- SOURCE MATERIAL -
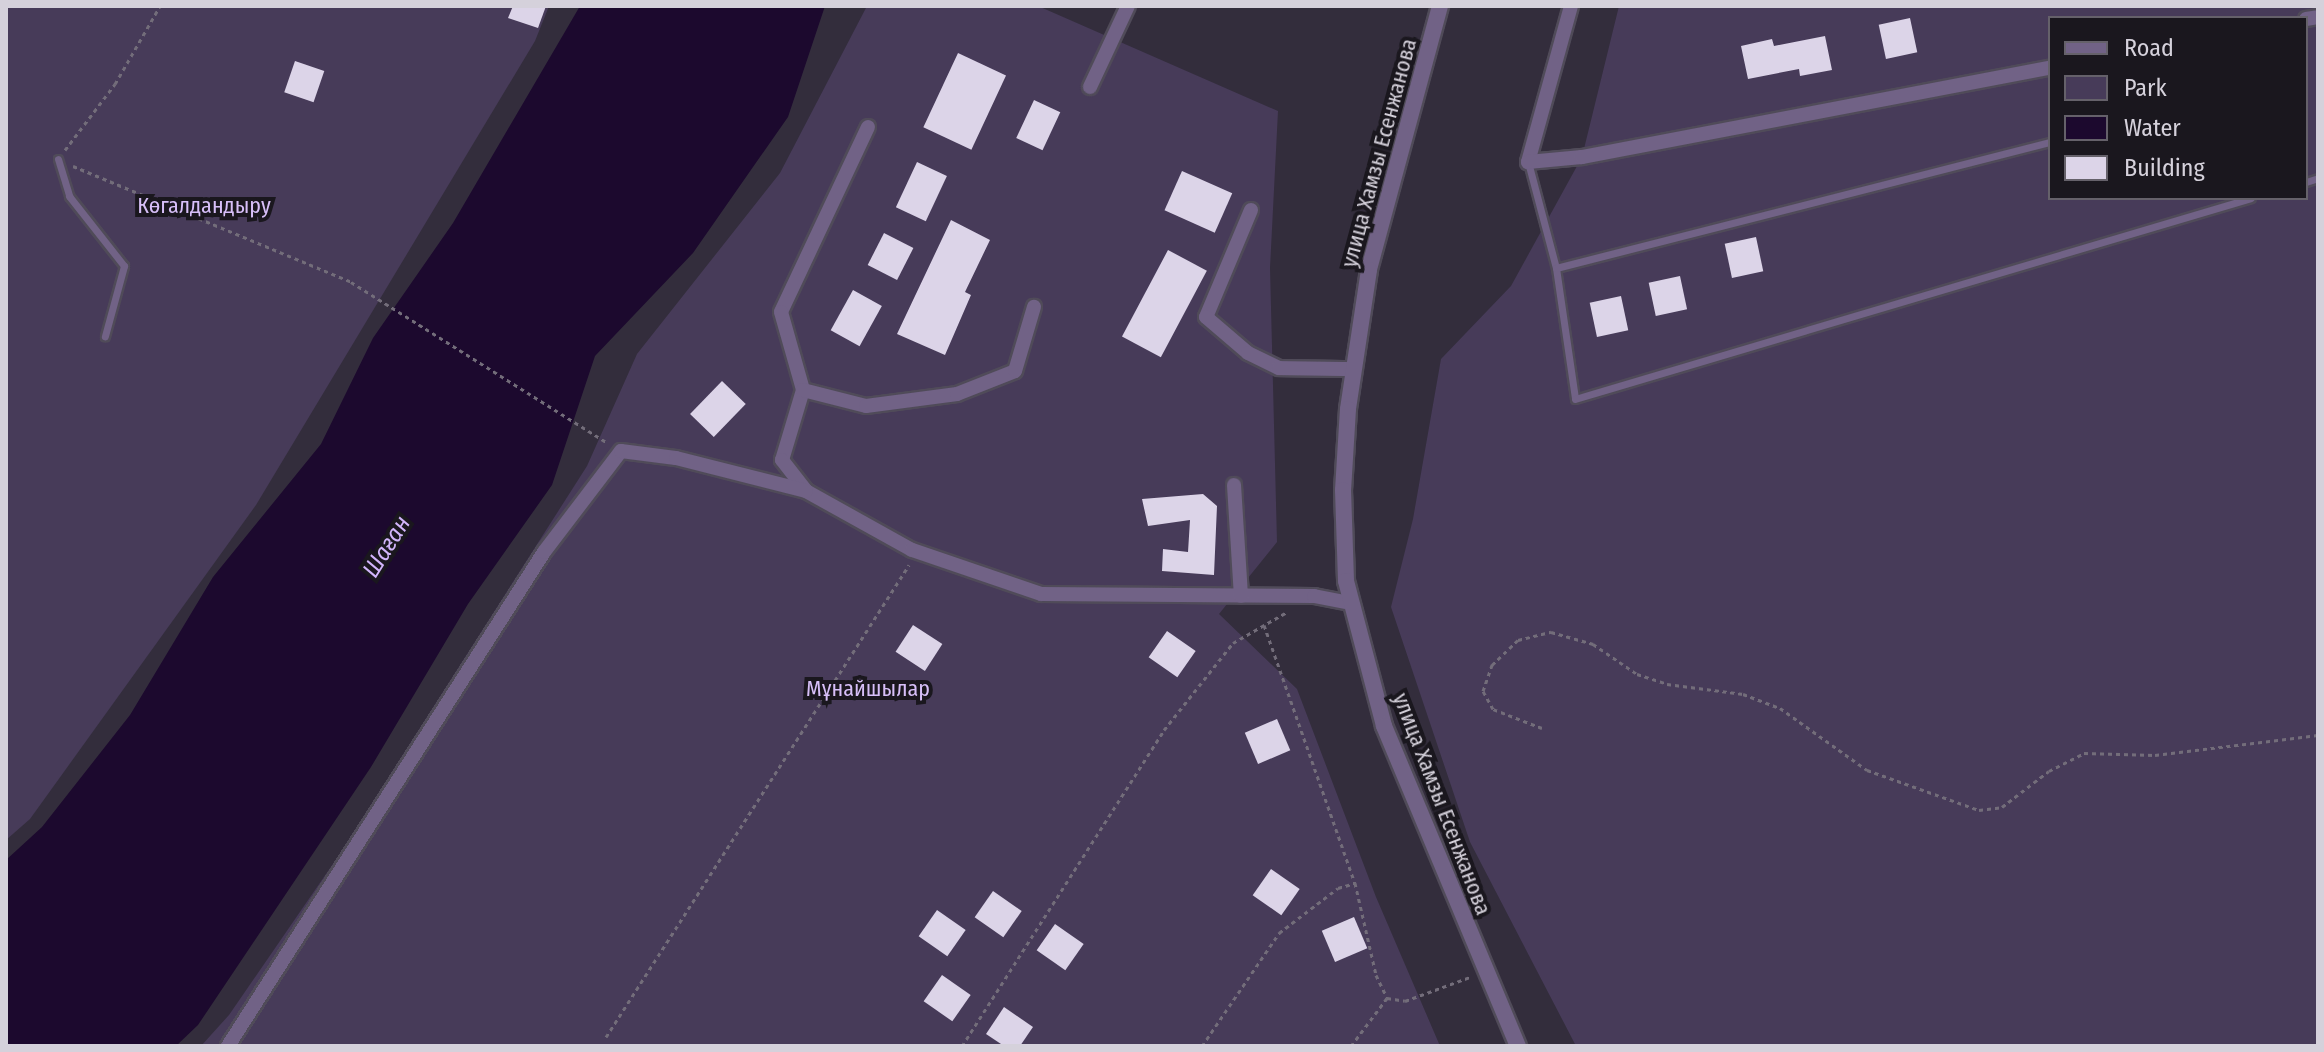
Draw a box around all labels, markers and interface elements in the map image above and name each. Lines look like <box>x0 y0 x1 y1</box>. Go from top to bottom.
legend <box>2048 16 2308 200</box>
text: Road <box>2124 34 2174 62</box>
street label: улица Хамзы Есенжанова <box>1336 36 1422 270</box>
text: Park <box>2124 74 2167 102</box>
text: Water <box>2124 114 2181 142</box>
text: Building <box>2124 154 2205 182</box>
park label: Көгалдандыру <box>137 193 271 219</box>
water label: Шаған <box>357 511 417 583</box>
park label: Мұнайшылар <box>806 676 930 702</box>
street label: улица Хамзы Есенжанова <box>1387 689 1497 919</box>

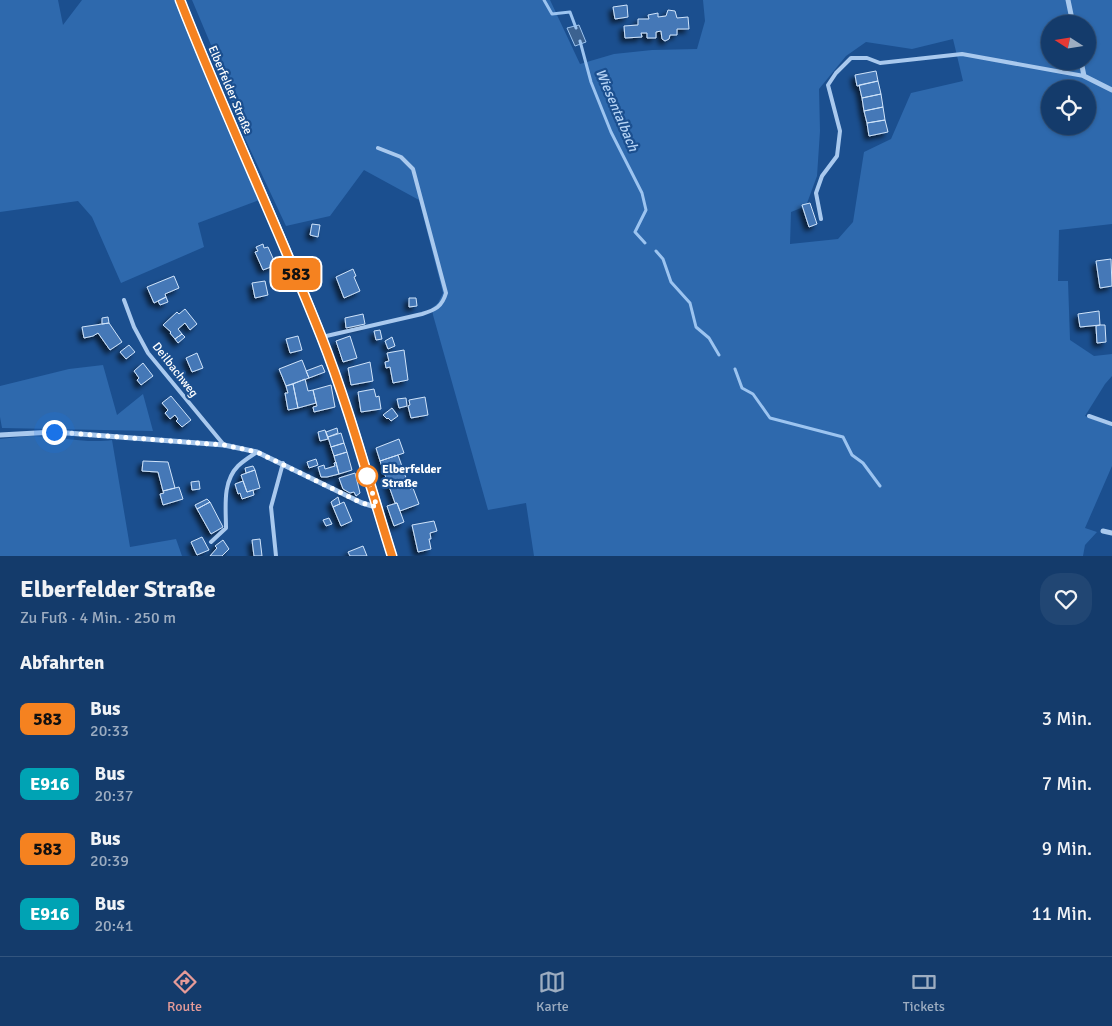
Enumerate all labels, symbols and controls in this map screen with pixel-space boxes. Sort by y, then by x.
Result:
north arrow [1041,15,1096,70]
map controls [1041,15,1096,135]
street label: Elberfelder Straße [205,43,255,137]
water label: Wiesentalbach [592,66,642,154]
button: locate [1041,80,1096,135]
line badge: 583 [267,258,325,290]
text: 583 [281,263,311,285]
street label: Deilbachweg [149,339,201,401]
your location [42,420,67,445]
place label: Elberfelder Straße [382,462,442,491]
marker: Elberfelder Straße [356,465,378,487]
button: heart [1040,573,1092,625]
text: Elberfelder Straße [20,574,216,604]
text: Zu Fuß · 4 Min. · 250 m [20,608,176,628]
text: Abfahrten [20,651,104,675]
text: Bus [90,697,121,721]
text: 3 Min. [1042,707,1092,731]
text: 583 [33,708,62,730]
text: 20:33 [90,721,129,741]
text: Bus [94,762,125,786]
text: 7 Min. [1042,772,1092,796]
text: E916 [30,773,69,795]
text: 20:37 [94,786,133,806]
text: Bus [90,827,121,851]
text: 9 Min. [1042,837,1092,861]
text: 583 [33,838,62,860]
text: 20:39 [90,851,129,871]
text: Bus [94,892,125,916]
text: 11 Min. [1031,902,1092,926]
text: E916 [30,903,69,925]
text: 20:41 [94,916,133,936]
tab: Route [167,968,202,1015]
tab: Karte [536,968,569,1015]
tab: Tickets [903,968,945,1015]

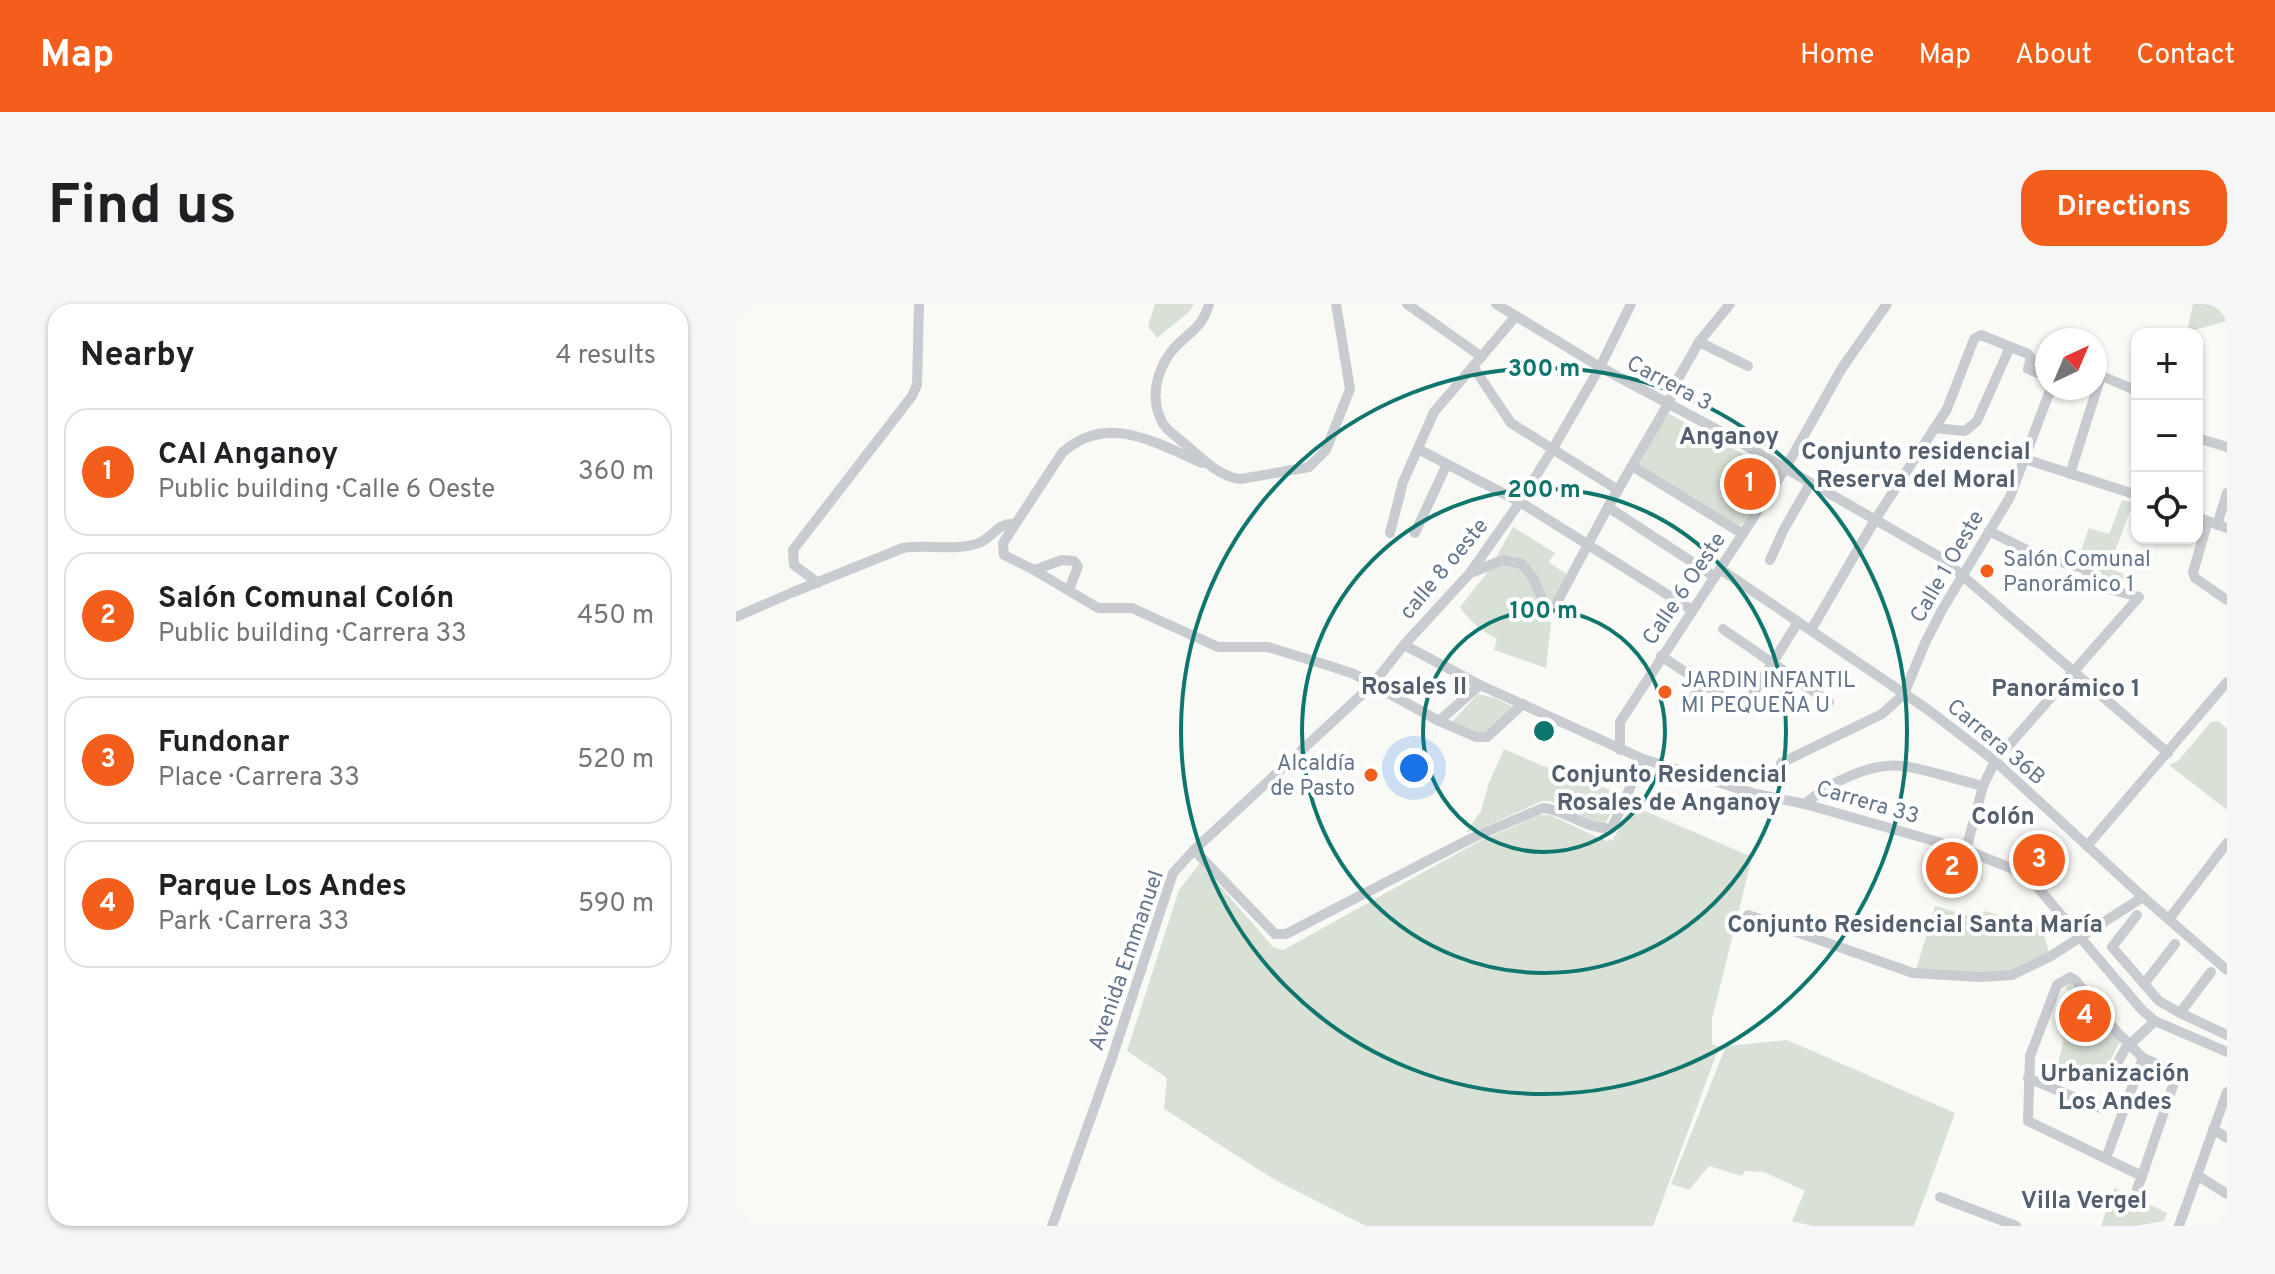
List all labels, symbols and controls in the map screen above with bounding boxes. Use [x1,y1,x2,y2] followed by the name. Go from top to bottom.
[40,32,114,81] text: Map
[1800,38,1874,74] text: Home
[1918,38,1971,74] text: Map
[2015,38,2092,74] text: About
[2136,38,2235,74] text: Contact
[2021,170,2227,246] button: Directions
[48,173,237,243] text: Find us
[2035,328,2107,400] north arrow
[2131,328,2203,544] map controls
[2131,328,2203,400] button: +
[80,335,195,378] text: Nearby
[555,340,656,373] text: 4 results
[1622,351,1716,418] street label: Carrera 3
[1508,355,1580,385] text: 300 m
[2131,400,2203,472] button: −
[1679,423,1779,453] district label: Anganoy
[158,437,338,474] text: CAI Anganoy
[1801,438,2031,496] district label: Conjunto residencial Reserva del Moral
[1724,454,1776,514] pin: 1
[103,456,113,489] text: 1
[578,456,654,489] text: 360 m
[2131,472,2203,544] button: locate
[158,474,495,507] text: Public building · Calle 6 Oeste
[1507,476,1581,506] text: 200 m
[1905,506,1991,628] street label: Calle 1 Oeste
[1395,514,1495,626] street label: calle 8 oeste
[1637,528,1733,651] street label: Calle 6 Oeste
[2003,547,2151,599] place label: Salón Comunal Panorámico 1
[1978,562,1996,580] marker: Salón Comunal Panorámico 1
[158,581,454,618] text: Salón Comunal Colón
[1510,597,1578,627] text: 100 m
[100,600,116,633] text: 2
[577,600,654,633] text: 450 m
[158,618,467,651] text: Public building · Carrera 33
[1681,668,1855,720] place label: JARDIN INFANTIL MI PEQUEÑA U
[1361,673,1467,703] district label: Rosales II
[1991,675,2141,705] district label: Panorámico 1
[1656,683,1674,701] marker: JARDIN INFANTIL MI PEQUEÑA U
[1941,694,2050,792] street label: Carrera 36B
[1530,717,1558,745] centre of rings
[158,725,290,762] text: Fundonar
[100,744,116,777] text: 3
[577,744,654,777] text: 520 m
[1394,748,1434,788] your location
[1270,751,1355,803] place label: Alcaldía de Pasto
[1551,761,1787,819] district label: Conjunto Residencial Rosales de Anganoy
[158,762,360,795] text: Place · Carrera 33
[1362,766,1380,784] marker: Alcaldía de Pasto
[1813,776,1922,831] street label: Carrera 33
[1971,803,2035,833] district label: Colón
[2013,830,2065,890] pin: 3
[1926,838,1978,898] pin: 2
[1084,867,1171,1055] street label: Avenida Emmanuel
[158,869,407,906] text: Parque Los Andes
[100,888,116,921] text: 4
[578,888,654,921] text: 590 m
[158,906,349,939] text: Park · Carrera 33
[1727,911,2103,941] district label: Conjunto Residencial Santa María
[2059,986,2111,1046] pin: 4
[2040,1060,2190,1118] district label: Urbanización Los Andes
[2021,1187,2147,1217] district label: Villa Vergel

- ABOUT THIS TASK -
Restate the material above exactly. Exclude all pictures.

- PROBLEM SOLUTION -
Draw a box around all labels, markers and interface elements in the map image above and name each. Lines look like <box>x0 y0 x1 y1</box>. Go from top to bottom.
legend <box>2048 16 2308 200</box>
text: Road <box>2124 34 2174 62</box>
street label: улица Хамзы Есенжанова <box>1336 36 1422 270</box>
text: Park <box>2124 74 2167 102</box>
text: Water <box>2124 114 2181 142</box>
text: Building <box>2124 154 2205 182</box>
park label: Көгалдандыру <box>137 193 271 219</box>
water label: Шаған <box>357 511 417 583</box>
park label: Мұнайшылар <box>806 676 930 702</box>
street label: улица Хамзы Есенжанова <box>1387 689 1497 919</box>

Enumerate all labels, symbols and controls in this map screen with pixel-space boxes. Sort by y, then by x.
Result:
north arrow [1041,15,1096,70]
map controls [1041,15,1096,135]
street label: Elberfelder Straße [205,43,255,137]
water label: Wiesentalbach [592,66,642,154]
button: locate [1041,80,1096,135]
line badge: 583 [267,258,325,290]
text: 583 [281,263,311,285]
street label: Deilbachweg [149,339,201,401]
your location [42,420,67,445]
place label: Elberfelder Straße [382,462,442,491]
marker: Elberfelder Straße [356,465,378,487]
button: heart [1040,573,1092,625]
text: Elberfelder Straße [20,574,216,604]
text: Zu Fuß · 4 Min. · 250 m [20,608,176,628]
text: Abfahrten [20,651,104,675]
text: Bus [90,697,121,721]
text: 3 Min. [1042,707,1092,731]
text: 583 [33,708,62,730]
text: 20:33 [90,721,129,741]
text: Bus [94,762,125,786]
text: 7 Min. [1042,772,1092,796]
text: E916 [30,773,69,795]
text: 20:37 [94,786,133,806]
text: Bus [90,827,121,851]
text: 9 Min. [1042,837,1092,861]
text: 583 [33,838,62,860]
text: 20:39 [90,851,129,871]
text: Bus [94,892,125,916]
text: 11 Min. [1031,902,1092,926]
text: E916 [30,903,69,925]
text: 20:41 [94,916,133,936]
tab: Route [167,968,202,1015]
tab: Karte [536,968,569,1015]
tab: Tickets [903,968,945,1015]

List all labels, symbols and controls in the map screen above with bounding boxes. Use [x1,y1,x2,y2] followed by the name. Go from top to bottom.
[40,32,114,81] text: Map
[1800,38,1874,74] text: Home
[1918,38,1971,74] text: Map
[2015,38,2092,74] text: About
[2136,38,2235,74] text: Contact
[2021,170,2227,246] button: Directions
[48,173,237,243] text: Find us
[2035,328,2107,400] north arrow
[2131,328,2203,544] map controls
[2131,328,2203,400] button: +
[80,335,195,378] text: Nearby
[555,340,656,373] text: 4 results
[1622,351,1716,418] street label: Carrera 3
[1508,355,1580,385] text: 300 m
[2131,400,2203,472] button: −
[1679,423,1779,453] district label: Anganoy
[158,437,338,474] text: CAI Anganoy
[1801,438,2031,496] district label: Conjunto residencial Reserva del Moral
[1724,454,1776,514] pin: 1
[103,456,113,489] text: 1
[578,456,654,489] text: 360 m
[2131,472,2203,544] button: locate
[158,474,495,507] text: Public building · Calle 6 Oeste
[1507,476,1581,506] text: 200 m
[1905,506,1991,628] street label: Calle 1 Oeste
[1395,514,1495,626] street label: calle 8 oeste
[1637,528,1733,651] street label: Calle 6 Oeste
[2003,547,2151,599] place label: Salón Comunal Panorámico 1
[1978,562,1996,580] marker: Salón Comunal Panorámico 1
[158,581,454,618] text: Salón Comunal Colón
[1510,597,1578,627] text: 100 m
[100,600,116,633] text: 2
[577,600,654,633] text: 450 m
[158,618,467,651] text: Public building · Carrera 33
[1681,668,1855,720] place label: JARDIN INFANTIL MI PEQUEÑA U
[1361,673,1467,703] district label: Rosales II
[1991,675,2141,705] district label: Panorámico 1
[1656,683,1674,701] marker: JARDIN INFANTIL MI PEQUEÑA U
[1941,694,2050,792] street label: Carrera 36B
[1530,717,1558,745] centre of rings
[158,725,290,762] text: Fundonar
[100,744,116,777] text: 3
[577,744,654,777] text: 520 m
[1394,748,1434,788] your location
[1270,751,1355,803] place label: Alcaldía de Pasto
[1551,761,1787,819] district label: Conjunto Residencial Rosales de Anganoy
[158,762,360,795] text: Place · Carrera 33
[1362,766,1380,784] marker: Alcaldía de Pasto
[1813,776,1922,831] street label: Carrera 33
[1971,803,2035,833] district label: Colón
[2013,830,2065,890] pin: 3
[1926,838,1978,898] pin: 2
[1084,867,1171,1055] street label: Avenida Emmanuel
[158,869,407,906] text: Parque Los Andes
[100,888,116,921] text: 4
[578,888,654,921] text: 590 m
[158,906,349,939] text: Park · Carrera 33
[1727,911,2103,941] district label: Conjunto Residencial Santa María
[2059,986,2111,1046] pin: 4
[2040,1060,2190,1118] district label: Urbanización Los Andes
[2021,1187,2147,1217] district label: Villa Vergel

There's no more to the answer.